Mar 19, 2008 (CIDRAP News) – Veterinary officials in Turkey have confirmed an H5N1 avian influenza outbreak in the western part of the country near the border with Greece, according to a report yesterday from the World Organization for Animal Health (OIE).
The virus struck 22 backyard chickens at a village near Ipsala in Edirne province, according to the OIE report. The remaining 16 birds were destroyed. Turkish officials listed fomites, which could involve contamination spread by humans, vehicles, or animal feed, as the source of the outbreak.
Turkey's last H5N1 outbreaks occurred over several weeks in January and February at six sites, all of which involved backyard poultry.
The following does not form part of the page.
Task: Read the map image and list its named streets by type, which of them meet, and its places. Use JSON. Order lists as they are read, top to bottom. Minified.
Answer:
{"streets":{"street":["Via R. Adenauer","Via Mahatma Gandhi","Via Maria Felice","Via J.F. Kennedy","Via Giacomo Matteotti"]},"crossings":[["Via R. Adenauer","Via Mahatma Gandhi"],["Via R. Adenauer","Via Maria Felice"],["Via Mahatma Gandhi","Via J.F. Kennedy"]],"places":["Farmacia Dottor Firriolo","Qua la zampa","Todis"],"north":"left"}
The OIE report on the outbreaks said the source of the virus was contact with wild species.
All of the previous outbreaks occurred near villages along the Black Sea, an area that officials from the United Nations Food and Agriculture Organization (FAO) have said is vulnerable to H5N1 outbreaks, because surrounding countries are a winter home to migratory birds from Siberia and often have poor separation between wild and domestic birds. However, the OIE report map detailing the most recent outbreak location shows that the Ipsala area is close to the Mediterranean Sea.
Elsewhere, government officials in Laos reported a fresh H5N1 outbreak in chickens in Luang Namtha, in the northwestern part of the country near the border with China and Myanmar, Vietnam News Agency (VNA) reported today.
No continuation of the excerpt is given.